To do: Where a line holds the word "turn", count it, then give only the total for the entries below.

(Excerpts from a dataset)
Start of Block

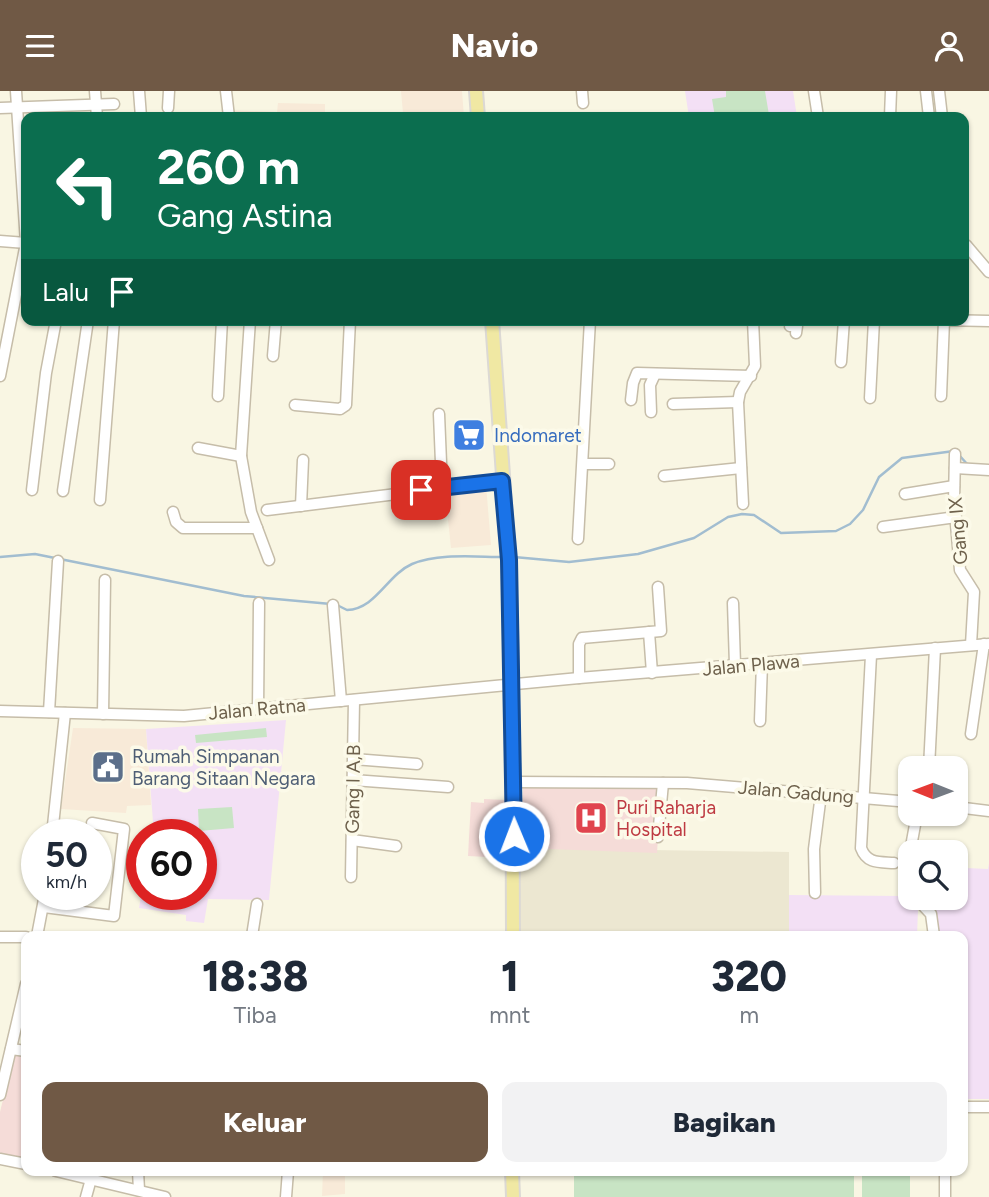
<!DOCTYPE html>
<html lang="id">
<style>
body{margin:0;font-family:Figtree,sans-serif;background:#f2f2f3;color:#1f2937;height:100vh;display:flex;flex-direction:column;font-size:26px;white-space:nowrap}
*{box-sizing:border-box;margin:0}
p{font-size:23px;color:#747a83}
.icon{flex:none;width:38px;height:38px;fill:none;stroke:currentColor;stroke-width:2;stroke-linecap:round;stroke-linejoin:round}
.map{position:relative;flex:1;overflow:hidden}
.sheet{position:absolute;left:21px;top:840px;width:947px;height:245px;display:flex;flex-direction:column;background:#fff;border-radius:14px;box-shadow:0 2px 5px #0004}
.sheet>*{flex:none}
.hud{position:absolute;left:21px;top:21px;width:948px;height:214px;border-radius:14px;box-shadow:0 2px 5px #0004;background:#0b6e4f;color:#fff;overflow:hidden}
.needle{width:46px;rotate:271deg}
.tools{position:absolute;left:898px;top:665px;display:grid;gap:14px}
.tools a{display:grid;place-items:center;width:70px;height:70px;border-radius:14px;background:#fff;box-shadow:0 2px 5px #0004;font-size:35px}
.speed{position:absolute;left:21px;top:728px;display:flex;gap:14px;font-size:35px;font-weight:700;text-align:center}
.speed>*{display:grid;place-content:center;width:91px;height:91px;border-radius:50%;background:#fff;box-shadow:0 2px 5px #0004;line-height:1}
.speed small{font-size:18px;font-weight:400}
.speed .limit{border:10px solid #d22;background:#fff;color:#111}
.pin{position:absolute;display:grid;place-items:center;width:60px;height:60px;color:#fff;margin:-30px;border-radius:14px;box-shadow:0 4px 10px #0006}
.me{position:absolute;width:77px;margin:-38px;rotate:359deg;stroke-linejoin:round;filter:drop-shadow(0 0 5px #0008)}
.turn{display:flex;align-items:center;gap:24px;height:147px;padding:0 21px;font-size:32px}
.turn .icon{width:91px;height:91px;stroke-width:2.5}
.turn b{display:block;font-size:49px;line-height:60px}
.then{display:flex;align-items:center;height:66px;padding:0 21px;background:#0003;gap:14px;font-size:26px}
.eta{display:flex;justify-content:space-evenly;align-items:center;height:119px;text-align:center}
.eta b{font-size:42px;font-weight:800;line-height:49px}
.action{display:flex;gap:14px;margin-top:auto;padding:14px 21px}
.action a{flex:1;height:80px;border-radius:14px;background:#705945;color:#fff;font-size:28px;font-weight:800;line-height:80px;text-align:center}
.action a+a{background:#f2f2f3;color:#1f2937}
header{display:flex;justify-content:space-between;align-items:center;height:91px;padding:0 21px;background:#705945;color:#fff;font-size:32px;font-weight:800}
.map>svg:first-child{display:block}
.residential{fill:#ece7d1}
.commercial{fill:#f8ead8}
.education{fill:#f3e0f5}
.medical{fill:#f5dcd8}
.green{fill:#c8e4c4}
.lines{fill:none;stroke-linecap:round;stroke-linejoin:round}
.stream{stroke:#a2bdd0;stroke-width:2.5}
.minor-casing{stroke:#c6bda9;stroke-width:13}
.major-casing{stroke:#dcd9d4;stroke-width:16}
.minor{stroke:#fff;stroke-width:10}
.major{stroke:#f0e8a3;stroke-width:12}
.route-casing{stroke:#114b97;stroke-width:18}
.route{stroke:#1a73e8;stroke-width:12}
.labels{text-anchor:middle;dominant-baseline:central;stroke-width:7;stroke-linejoin:round;paint-order:stroke}
.shop-label{font-size:19px;fill:#366cbe;stroke:#fcfae9;text-anchor:start}
.street-label{font-size:19px;fill:#6e614c;stroke:#fcfae9}
.service-label{font-size:19px;fill:#4e5e75;stroke:#fcfae9;text-anchor:start}
.health-label{font-size:19px;fill:#be3a42;stroke:#fcfae9;text-anchor:start}
</style>
<header><svg class="icon" aria-label="menu" viewBox="0 0 24 24"><path d="M4 6h16M4 12h16M4 18h16"/></svg>Navio<svg class="icon" aria-label="person" viewBox="0 0 24 24"><circle cx="12" cy="8" r="4"/><path d="M4 21q1-7 8-7t8 7"/></svg></header>
<div class="map">
<svg width="989" height="1106" viewBox="0 0 989 1106">
<rect width="100%" height="100%" fill="#f9f6e3"/>
<!-- residential -->
<polygon class="residential" points="521,757 789,761 789,845 519,845"/>
<!-- commercial -->
<g class="commercial">
<polygon points="401,0 462,0 464,26 226,26 225,19 277,21 278,12 325,13 325,22 403,22"/>
<polygon points="486,394 491,454 451,457 445,400"/>
<polygon points="73,637 146,638 151,714 127,715 126,722 61,718"/>
<polygon points="323,1080 345,1080 345,1103 322,1105"/>
</g>
<!-- education -->
<g class="education">
<polygon points="685,0 793,0 797,26 689,26"/>
<polygon points="286,629 269,809 208,808 204,832 186,830 186,824 139,817 142,799 142,803 201,803 201,744 154,744 146,638"/>
<polygon points="956,770 965,770 966,777 988,778 989,773 989,1008 963,1008 962,845 937,845 937,830 927,807 956,807"/>
<polygon points="789,804 903,805 918,818 917,845 789,845"/>
</g>
<!-- medical -->
<g class="medical">
<polygon points="523,694 661,697 657,762 521,757"/>
<polygon points="484,708 506,709 505,767 468,765 471,711 484,712"/>
<polygon points="14,963 26,965 26,1070 0,1065 0,1021"/>
</g>
<!-- green -->
<g class="green">
<polygon points="726,0 765,0 769,24 715,26 712,8 726,6"/>
<polygon points="266,637 267,646 196,652 195,644"/>
<polygon points="232,716 234,737 199,740 198,718"/>
<rect x="574" y="1080" width="280" height="26"/>
<rect x="862" y="1080" width="48" height="26"/>
</g>
<g class="lines">
<!-- stream -->
<g class="stream">
<polyline points="959,364 968,374"/>
<polyline points="0,466 35,463 244,505 331,513"/>
<polyline points="514,466 569,471 638,463 694,447 728,426 742,423 754,424 781,442 836,440 850,433 863,419 879,386 902,367 954,360"/>
<path d="M337,514L347,519C376,518 387,484 412,473C439,462 475,466 504,466"/>
</g>
<defs>
<g id="minor">
<polyline points="95,0 97,26"/>
<polyline points="139,0 141,26"/>
<polyline points="226,0 229,26"/>
<polyline points="582,0 583,12"/>
<polyline points="814,0 818,26"/>
<polyline points="926,0 929,26"/>
<polyline points="939,0 942,26"/>
<polyline points="0,17 114,13"/>
<polyline points="168,17 169,0"/>
<polyline points="890,26 891,0"/>
<polyline points="0,150 26,152"/>
<polyline points="966,154 989,181"/>
<polyline points="250,229 241,365 251,421 269,469"/>
<polyline points="791,229 790,235 797,235 796,242"/>
<polyline points="941,229 989,230"/>
<polyline points="273,265 276,229"/>
<polyline points="841,271 844,229"/>
<polyline points="0,285 26,152 16,0"/>
<polyline points="218,305 222,229"/>
<polyline points="941,305 944,229"/>
<polyline points="870,307 874,229"/>
<polyline points="631,309 633,292 637,282 751,285"/>
<polyline points="673,313 738,311"/>
<polyline points="295,314 340,318 346,314 350,229"/>
<polyline points="651,321 650,294 655,283"/>
<polyline points="439,323 442,396"/>
<polyline points="198,357 241,365"/>
<polyline points="955,363 954,410 960,479 974,501 971,554"/>
<polyline points="583,373 609,373"/>
<polyline points="955,377 989,379"/>
<polyline points="664,385 741,377"/>
<polyline points="32,399 46,282 56,229"/>
<polyline points="63,400 88,229"/>
<polyline points="905,403 954,395"/>
<polyline points="100,409 114,229"/>
<polyline points="743,413 738,311 740,301 755,275 753,229"/>
<polyline points="301,415 303,369"/>
<polyline points="267,419 502,390"/>
<polyline points="173,421 176,431 183,437 257,437"/>
<polyline points="883,436 956,426"/>
<polyline points="578,448 590,229"/>
<polyline points="733,512 735,574"/>
<polyline points="333,514 341,610"/>
<polyline points="649,541 652,582"/>
<path d="M871,564L861,757C867,773 879,771 894,772"/>
<polyline points="579,587 579,553 582,547 661,540 658,496"/>
<polyline points="258,619 259,512"/>
<polyline points="0,620 184,625 579,587 989,553"/>
<polyline points="49,621 58,470"/>
<polyline points="103,623 105,489"/>
<polyline points="760,630 762,572"/>
<polyline points="971,643 984,553"/>
<polyline points="354,668 417,673"/>
<polyline points="929,677 935,557"/>
<polyline points="353,689 448,696"/>
<polyline points="513,691 687,692 910,711"/>
<polyline points="956,716 989,720"/>
<polyline points="52,744 65,622"/>
<polyline points="658,746 663,692"/>
<polyline points="352,749 396,755"/>
<polyline points="910,761 917,723"/>
<polyline points="910,764 910,788"/>
<polyline points="351,786 354,609"/>
<polyline points="815,802 814,758 821,703"/>
<polyline points="916,807 931,823 934,845"/>
<polyline points="44,816 114,825 124,738 92,732"/>
<polyline points="37,845 45,803"/>
<polyline points="252,845 257,813"/>
<polyline points="0,846 26,846"/>
<polyline points="11,958 26,960"/>
<polyline points="0,1004 26,893"/>
<polyline points="962,1016 989,1016"/>
<polyline points="0,1068 26,1073"/>
<polyline points="56,1080 165,1106"/>
<polyline points="138,1080 139,1099"/>
<polyline points="86,1106 91,1088"/>
<polyline points="286,1106 288,1080"/>
<polyline points="945,1106 945,1080"/>
</g>
<g id="major">
<polyline points="476,0 478,26"/>
<polyline points="492,229 509,469 512,571 513,845"/>
<polyline points="512,1080 513,1106"/>
</g>
</defs>
<!-- minor casing -->
<use href="#minor" class="minor-casing"/>
<!-- major casing -->
<use href="#major" class="major-casing"/>
<!-- minor -->
<use href="#minor" class="minor"/>
<!-- major -->
<use href="#major" class="major"/>
</g>
<g class="lines">
<defs>
<polyline id="route" points="421,399 502,390 509,469 514,745"/>
</defs>
<!-- route casing -->
<use href="#route" class="route-casing"/>
<!-- route -->
<use href="#route" class="route"/>
</g>
<!-- icons -->
<defs>
<symbol id="supermarket-square" viewBox="-11 -11 22 22"><rect x="-9" y="-9" width="18" height="18" rx="4" fill="#3f7fe0" stroke="#fcfae9"/><path d="M-6-5.5h2.5l.6 2H6L4.5 2H-2.5L-4.4-4H-6ZM-1.5 3.2a1.3 1.3 0 1 0 .1 0ZM3 3.2a1.3 1.3 0 1 0 .1 0Z" fill="#fff"/></symbol>
<symbol id="civic-square" viewBox="-11 -11 22 22"><rect x="-9" y="-9" width="18" height="18" rx="4" fill="#5c6f8a" stroke="#fcfae9"/><path d="M-.6-6.5H3V-4.5H.6V-3L4-1V1h2V6H-6V1h2V-1L-.6-3ZM-1.2 2.5V6h2.4V2.5Z" fill="#fff"/></symbol>
<symbol id="hospital-square" viewBox="-11 -11 22 22"><rect x="-9" y="-9" width="18" height="18" rx="4" fill="#e0444e" stroke="#fcfae9"/><path d="M-5-5h3v3.5h4V-5h3V5h-3V1.5h-4V5h-3Z" fill="#fff"/></symbol>
</defs>
<g fill-rule="evenodd">
<use href="#supermarket-square" x="450" y="325" width="38" height="38"/>
<use href="#civic-square" x="89" y="657" width="38" height="38"/>
<use href="#hospital-square" x="572" y="708" width="38" height="38"/>
</g>
<g class="labels">
<!-- shop labels -->
<g class="shop-label">
<text x="494" y="344">Indomaret</text>
</g>
<!-- street labels -->
<g class="street-label">
<text transform="translate(958 440) rotate(-95)">Gang IX</text>
<text transform="translate(751 574) rotate(-5)">Jalan Plawa</text>
<text transform="translate(257 618) rotate(-5)">Jalan Ratna</text>
<text transform="translate(353 698) rotate(-89)">Gang I A,B</text>
<text transform="translate(796 701) rotate(5)">Jalan Gadung</text>
</g>
<!-- service labels -->
<g class="service-label">
<text x="132" y="665">Rumah Simpanan<tspan x="132" dy="22">Barang Sitaan Negara</tspan></text>
</g>
<!-- health labels -->
<g class="health-label">
<text x="616" y="716">Puri Raharja<tspan x="616" dy="22">Hospital</tspan></text>
</g>
</g>
</svg>
<div class="tools">
<a><svg class="needle" viewBox="-14 -14 28 28"><path d="M0-13l5 13h-10z" fill="#e53935"/><path d="M0 13l5-13h-10z" fill="#747a83"/></svg></a>
<a><svg class="icon" aria-label="search" viewBox="0 0 24 24"><circle cx="10" cy="10" r="6"/><path d="M15 15l6 6"/></svg></a>
</div>
<div class="speed"><div>50<small>km/h</small></div><div class="limit">60</div></div>
<div class="pin" style="left:421px;top:399px;background:#d93025"><svg class="icon" aria-label="arrive" viewBox="0 0 24 24"><path d="M6 21V4h12l-3 4 3 4H6"/></svg></div>
<svg class="me" style="left:514px;top:745px" viewBox="-20 -20 40 40"><circle r="17" fill="#1a73e8" stroke="#fff" stroke-width="3"/><path d="M0-11L8 9 0 5-8 9z" fill="#fff"/></svg>
<div class="hud">
<div class="turn"><svg class="icon" aria-label="left" viewBox="0 0 24 24"><path d="M17 20v-9H6M10 6l-5 5 5 5"/></svg><div><b>260 m</b>Gang Astina</div></div>
<div class="then">Lalu<svg class="icon" aria-label="arrive" viewBox="0 0 24 24"><path d="M6 21V4h12l-3 4 3 4H6"/></svg></div>
</div>
<section class="sheet">
<div class="eta">
<div><b>18:38</b><p>Tiba</p></div>
<div><b>1</b><p>mnt</p></div>
<div><b>320</b><p>m</p></div>
</div>
<div class="action"><a>Keluar</a><a>Bagikan</a></div>
</section>
</div>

End of Block

Answer to this problem: 4